▶ _To do_: Copy each line of the records that holds the string "breaks".

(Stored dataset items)
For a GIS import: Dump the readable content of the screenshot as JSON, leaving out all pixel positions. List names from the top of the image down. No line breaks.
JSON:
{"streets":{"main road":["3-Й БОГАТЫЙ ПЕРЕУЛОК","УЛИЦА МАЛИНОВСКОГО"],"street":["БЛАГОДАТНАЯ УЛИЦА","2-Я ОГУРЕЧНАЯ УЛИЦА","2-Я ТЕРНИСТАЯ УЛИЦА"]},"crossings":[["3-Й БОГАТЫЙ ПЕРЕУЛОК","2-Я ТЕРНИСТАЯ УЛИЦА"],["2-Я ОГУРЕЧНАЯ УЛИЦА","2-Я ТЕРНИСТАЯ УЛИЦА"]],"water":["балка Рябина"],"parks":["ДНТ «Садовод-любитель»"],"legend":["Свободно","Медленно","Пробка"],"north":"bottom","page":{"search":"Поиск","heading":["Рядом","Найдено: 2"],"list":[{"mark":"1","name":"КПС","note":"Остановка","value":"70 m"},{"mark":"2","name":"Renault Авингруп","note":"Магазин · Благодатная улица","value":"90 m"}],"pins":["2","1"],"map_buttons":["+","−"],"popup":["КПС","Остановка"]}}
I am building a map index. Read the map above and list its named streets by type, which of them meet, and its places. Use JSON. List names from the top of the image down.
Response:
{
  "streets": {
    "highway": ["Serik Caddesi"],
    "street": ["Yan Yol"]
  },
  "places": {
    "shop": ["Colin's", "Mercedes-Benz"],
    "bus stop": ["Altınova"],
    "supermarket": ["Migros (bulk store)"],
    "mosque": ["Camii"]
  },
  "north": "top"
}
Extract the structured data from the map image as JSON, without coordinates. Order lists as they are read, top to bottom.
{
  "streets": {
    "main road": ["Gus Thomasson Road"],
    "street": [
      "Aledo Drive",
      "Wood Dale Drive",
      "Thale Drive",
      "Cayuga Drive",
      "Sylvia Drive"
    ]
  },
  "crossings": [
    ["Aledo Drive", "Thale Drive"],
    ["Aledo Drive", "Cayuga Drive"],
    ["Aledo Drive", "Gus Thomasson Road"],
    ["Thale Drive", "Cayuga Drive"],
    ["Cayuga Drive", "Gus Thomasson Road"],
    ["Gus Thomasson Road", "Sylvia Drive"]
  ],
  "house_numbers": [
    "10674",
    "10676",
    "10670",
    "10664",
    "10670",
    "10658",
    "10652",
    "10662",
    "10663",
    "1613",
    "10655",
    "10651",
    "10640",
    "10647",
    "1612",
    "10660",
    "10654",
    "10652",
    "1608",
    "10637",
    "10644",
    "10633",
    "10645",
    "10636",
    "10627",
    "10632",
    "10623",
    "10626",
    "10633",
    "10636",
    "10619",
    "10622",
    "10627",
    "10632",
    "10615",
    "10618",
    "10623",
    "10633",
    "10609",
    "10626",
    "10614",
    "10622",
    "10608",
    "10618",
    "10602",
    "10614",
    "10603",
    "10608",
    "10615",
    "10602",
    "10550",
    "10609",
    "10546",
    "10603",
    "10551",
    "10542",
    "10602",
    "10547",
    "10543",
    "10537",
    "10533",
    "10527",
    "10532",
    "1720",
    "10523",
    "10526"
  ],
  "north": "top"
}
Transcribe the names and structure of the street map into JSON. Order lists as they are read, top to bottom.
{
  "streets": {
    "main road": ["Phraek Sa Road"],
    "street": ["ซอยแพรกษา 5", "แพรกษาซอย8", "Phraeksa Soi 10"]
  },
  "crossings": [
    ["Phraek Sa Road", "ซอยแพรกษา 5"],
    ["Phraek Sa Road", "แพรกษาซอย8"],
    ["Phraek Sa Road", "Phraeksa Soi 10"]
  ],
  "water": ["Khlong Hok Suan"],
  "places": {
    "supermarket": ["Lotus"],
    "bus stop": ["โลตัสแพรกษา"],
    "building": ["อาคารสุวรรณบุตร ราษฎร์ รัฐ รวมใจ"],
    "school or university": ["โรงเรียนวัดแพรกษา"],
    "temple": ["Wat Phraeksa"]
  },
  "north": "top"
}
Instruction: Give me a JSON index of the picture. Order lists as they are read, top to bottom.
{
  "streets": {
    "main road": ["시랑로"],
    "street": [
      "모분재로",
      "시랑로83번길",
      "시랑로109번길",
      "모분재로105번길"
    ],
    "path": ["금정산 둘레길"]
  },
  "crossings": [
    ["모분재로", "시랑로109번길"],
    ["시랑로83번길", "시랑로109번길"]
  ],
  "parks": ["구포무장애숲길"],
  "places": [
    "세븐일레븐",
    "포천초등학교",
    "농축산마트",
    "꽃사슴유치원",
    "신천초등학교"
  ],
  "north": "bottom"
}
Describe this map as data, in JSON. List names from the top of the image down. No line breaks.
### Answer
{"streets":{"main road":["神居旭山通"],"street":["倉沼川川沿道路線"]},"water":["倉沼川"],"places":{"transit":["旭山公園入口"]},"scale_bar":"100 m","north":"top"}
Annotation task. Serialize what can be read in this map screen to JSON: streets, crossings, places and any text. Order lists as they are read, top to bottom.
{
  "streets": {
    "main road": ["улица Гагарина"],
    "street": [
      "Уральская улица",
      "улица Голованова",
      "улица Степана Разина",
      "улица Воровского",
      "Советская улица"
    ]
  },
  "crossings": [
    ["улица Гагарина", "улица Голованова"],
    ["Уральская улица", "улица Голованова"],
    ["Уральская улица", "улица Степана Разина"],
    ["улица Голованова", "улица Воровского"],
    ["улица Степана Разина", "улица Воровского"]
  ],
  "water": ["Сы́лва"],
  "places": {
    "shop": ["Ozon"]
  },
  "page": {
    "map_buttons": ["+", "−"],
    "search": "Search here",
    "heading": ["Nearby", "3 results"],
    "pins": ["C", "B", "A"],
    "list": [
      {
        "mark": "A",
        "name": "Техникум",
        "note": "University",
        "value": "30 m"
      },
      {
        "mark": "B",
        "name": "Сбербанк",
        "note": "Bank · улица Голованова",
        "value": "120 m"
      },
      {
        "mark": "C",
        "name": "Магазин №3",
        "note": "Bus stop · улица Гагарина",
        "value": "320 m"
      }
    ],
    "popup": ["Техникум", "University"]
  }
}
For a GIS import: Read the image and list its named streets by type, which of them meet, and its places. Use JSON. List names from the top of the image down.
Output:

▶ _Output of the task_:
For a GIS import: Dump the readable content of the screenshot as JSON, leaving out all pixel positions. List names from the top of the image down. No line breaks.
Describe this map as data, in JSON. List names from the top of the image down. No line breaks.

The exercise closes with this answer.